Let’s try one more example. Suppose the approval rating for the president is 60%. You take a sample of two Americans and want to know the expected value for the number that approve of the president. The probability of 0, 1, or both sampled adults approving is given by the following table, given that we know that the approval rating is 60%.

$x$ | $0$ | $1$ | $2$ |
---|---|---|---|

$p(x)$ | $0.16$ | $0.48$ | $0.36$ |

Thus, our expectation would be

\[E[X] = \sum\limits^{2}_ {i=0} {x_i p(x_i)} = 0 * 0.16 + 1 * 0.48 + 2 * 0.36 = 1.2\]Pretty simple, right? In the next section, we’ll explore *variance*, a concept closely related to standard deviation, and see how it’s related to the mean, or expectation.

## 2. Variance

The variance of $X$ is the average squared distance from the mean, $\mu$. Written formally, this is given by the following equation:

\[Var(X) = E[(X-\mu)^2] = \sum\limits^{n}_ {i=1}{(x-\mu)^2 * p(x)}\]Variance is also sometimes written as $\sigma^2$, because the square root of variance is equal to the standard deviation, normally given by $\sigma$.

A handy relationship is given below:

\[E[(X-\mu)^2] = E[X^2] - [E[X]]^2 = E[X^2] - \mu^2\]Let’s take the example of the distribution over $[0, 1, 2]$ for presidential approval rating and calculate the variance. Recall that $E[X] = 1.2$ for that probability distribution. Now let’s calculate $E[X^2]$.

\(E[X^2] = \sum{x^2 * p(x)}\) \(= 0^2 * 0.16 + 1^2 * 0.48 + 2^2 * 0.36 = 1.92\)

Using our second equation, we can now easily calculate that \(\sigma^2 = E[X^2] - [E[X]]^2 = 1.92 - 1.2^2 = 1.92 - 1.44 = 0.48\)

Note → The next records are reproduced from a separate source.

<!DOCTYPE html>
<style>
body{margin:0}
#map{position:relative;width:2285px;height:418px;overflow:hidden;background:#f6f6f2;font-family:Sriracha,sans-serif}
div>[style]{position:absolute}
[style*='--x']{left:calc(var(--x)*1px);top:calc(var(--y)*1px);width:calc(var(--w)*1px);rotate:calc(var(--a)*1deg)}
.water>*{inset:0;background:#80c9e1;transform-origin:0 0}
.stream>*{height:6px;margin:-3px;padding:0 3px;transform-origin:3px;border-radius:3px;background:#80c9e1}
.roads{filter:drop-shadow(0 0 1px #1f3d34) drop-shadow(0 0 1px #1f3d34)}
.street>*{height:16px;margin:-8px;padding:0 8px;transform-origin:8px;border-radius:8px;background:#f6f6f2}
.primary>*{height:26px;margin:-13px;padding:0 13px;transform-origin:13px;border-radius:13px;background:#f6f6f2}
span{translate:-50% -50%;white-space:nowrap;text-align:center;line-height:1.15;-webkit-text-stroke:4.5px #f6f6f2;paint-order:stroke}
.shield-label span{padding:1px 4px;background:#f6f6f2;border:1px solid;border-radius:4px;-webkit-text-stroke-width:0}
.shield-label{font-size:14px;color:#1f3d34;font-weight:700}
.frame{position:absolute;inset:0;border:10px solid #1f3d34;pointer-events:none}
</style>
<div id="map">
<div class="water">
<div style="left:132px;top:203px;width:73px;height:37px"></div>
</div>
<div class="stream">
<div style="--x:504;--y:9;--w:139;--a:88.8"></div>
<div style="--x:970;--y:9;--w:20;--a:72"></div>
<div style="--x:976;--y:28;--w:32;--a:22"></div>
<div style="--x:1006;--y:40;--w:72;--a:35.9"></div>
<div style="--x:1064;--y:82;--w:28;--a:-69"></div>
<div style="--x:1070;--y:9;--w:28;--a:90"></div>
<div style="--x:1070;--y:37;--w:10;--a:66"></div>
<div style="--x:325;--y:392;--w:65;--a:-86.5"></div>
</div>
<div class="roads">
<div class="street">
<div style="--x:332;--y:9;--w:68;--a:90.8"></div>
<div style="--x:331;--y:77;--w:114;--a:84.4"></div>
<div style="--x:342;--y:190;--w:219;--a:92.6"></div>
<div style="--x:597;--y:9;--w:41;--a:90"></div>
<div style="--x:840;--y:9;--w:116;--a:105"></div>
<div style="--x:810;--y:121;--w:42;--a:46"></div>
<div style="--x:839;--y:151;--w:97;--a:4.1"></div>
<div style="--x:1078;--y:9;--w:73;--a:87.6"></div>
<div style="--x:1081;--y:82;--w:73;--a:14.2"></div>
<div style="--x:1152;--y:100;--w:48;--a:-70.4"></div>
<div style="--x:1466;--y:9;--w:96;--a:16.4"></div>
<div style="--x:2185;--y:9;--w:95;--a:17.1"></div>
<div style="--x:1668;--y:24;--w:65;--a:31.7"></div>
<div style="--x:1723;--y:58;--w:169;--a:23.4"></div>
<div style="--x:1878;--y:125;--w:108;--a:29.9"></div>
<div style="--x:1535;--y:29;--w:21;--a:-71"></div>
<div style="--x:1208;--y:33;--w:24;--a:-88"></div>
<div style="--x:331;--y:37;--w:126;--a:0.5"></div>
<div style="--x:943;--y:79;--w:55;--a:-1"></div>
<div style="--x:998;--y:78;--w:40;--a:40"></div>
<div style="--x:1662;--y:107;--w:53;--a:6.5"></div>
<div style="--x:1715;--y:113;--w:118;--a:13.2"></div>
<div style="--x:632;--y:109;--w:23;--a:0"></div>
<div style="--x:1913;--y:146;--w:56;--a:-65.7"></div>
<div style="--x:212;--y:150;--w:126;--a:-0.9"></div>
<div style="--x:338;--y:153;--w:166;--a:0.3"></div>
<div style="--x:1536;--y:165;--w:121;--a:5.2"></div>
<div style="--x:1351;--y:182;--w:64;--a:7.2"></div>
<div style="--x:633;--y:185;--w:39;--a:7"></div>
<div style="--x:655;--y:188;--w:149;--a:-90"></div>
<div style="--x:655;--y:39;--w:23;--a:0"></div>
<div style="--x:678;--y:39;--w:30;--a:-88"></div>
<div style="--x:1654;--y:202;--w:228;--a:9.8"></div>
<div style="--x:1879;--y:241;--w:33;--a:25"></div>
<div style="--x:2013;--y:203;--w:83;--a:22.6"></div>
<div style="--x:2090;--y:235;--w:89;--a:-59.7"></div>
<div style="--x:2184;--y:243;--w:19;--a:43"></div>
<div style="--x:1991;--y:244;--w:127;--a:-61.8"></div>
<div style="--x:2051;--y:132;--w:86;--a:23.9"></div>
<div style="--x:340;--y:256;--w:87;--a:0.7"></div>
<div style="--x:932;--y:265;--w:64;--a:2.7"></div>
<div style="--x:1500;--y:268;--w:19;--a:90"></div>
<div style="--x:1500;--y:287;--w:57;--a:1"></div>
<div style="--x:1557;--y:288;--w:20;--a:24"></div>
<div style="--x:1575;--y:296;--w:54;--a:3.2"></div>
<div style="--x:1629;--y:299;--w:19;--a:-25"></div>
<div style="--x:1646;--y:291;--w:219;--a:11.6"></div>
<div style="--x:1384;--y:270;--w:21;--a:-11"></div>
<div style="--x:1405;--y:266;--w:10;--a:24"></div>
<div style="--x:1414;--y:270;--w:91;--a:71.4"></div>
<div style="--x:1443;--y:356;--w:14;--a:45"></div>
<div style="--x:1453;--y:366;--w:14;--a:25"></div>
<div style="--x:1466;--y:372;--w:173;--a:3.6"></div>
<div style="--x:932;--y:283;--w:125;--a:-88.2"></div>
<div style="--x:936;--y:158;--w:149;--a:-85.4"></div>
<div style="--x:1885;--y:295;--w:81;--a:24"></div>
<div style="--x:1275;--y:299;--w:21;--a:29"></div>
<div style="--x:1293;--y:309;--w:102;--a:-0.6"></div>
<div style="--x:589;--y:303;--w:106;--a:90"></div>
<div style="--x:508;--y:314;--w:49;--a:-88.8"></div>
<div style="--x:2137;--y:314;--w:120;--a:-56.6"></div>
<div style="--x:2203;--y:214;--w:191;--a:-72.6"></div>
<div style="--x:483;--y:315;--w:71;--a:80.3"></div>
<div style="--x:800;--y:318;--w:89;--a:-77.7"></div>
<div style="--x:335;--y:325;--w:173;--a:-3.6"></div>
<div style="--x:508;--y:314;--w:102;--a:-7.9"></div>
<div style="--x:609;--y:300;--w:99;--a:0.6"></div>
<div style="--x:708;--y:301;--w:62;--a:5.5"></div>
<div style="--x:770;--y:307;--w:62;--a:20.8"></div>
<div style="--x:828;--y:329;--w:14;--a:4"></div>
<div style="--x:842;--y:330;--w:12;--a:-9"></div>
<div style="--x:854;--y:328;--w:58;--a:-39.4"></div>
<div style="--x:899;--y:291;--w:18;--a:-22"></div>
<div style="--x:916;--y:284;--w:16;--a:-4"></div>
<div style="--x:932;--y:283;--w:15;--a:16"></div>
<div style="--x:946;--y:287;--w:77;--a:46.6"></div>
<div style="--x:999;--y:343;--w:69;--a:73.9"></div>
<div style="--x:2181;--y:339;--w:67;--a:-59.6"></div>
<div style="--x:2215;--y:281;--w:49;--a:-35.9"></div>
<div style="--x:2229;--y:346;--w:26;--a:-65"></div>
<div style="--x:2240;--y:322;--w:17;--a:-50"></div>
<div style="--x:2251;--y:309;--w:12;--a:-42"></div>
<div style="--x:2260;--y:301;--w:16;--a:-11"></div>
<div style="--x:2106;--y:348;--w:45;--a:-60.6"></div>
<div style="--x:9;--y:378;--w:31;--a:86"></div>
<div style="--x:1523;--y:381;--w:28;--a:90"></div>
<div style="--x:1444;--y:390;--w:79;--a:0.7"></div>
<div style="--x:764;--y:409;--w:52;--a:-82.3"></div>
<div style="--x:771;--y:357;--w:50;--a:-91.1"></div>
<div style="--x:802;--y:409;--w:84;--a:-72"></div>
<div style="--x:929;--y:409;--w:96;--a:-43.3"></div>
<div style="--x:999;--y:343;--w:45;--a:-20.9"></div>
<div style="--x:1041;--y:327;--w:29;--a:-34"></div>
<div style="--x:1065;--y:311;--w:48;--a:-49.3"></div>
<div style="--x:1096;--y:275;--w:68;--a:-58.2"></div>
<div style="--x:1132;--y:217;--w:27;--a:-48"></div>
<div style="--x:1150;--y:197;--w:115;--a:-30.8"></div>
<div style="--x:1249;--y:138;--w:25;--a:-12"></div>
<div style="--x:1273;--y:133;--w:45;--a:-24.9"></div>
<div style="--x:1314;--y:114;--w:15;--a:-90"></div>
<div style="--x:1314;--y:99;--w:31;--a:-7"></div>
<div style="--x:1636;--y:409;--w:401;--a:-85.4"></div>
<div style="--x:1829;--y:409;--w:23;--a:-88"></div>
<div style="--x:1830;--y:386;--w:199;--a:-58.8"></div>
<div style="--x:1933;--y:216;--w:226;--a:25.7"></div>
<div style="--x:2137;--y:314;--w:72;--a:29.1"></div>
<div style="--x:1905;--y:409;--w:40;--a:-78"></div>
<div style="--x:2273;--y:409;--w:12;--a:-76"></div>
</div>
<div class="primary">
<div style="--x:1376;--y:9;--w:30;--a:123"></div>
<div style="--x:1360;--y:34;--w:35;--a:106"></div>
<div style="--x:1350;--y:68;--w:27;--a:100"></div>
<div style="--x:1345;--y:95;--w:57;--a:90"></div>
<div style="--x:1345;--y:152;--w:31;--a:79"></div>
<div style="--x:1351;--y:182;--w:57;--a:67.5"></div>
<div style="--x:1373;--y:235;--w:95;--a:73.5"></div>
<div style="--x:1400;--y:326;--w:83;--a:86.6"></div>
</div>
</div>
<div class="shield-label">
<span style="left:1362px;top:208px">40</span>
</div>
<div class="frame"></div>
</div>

To prove this to ourselves, we can calculate it out the “hard way”:

\[\sigma^2 = E[(X-\mu)^2] = (0-1.2)^2 * 0.16 + (1-1.2)^2 * 0.48 + (2-1.2)^2 * 0.36 = 0.48\]Again, if we want to calculate the *standard deviation* of this data, we would simply take the square root of the variance, so

The most important thing you need to know about variance is that it’s a measure of the spread of the data. It’s the square of the standard deviation, and it’s calculated using the expectation of the difference of each value from the mean, squared.

I found this video on Youtube from jbstatistics extremely useful in refreshing the concepts of expectation and variance.

## 3. Conditional Probability

The third topic mentioned regarding probability theory is conditional probability. For conditional probability, we want to know the probability of one thing occurring, given that another thing has occured. The most important thing to remember about conditional probability is Bayes’ Theorem, which allows us to find $P(A|B)$ (the probability of A, given B) when we already know $P(B|A)$ (the probability of B, given A). Bayes’ Theorem is pretty simple to memorize, and is given as follows:

\[P(A|B) = \frac{P(B|A) * P(A)}{P(B)}\]Let’s do an example. You have two coins, one that is typical with heads and tails on either side. The other coin is rigged, with tails on both sides. You flip a coin without looking at which one it is, and you get tails. What is the probability that the coin is rigged?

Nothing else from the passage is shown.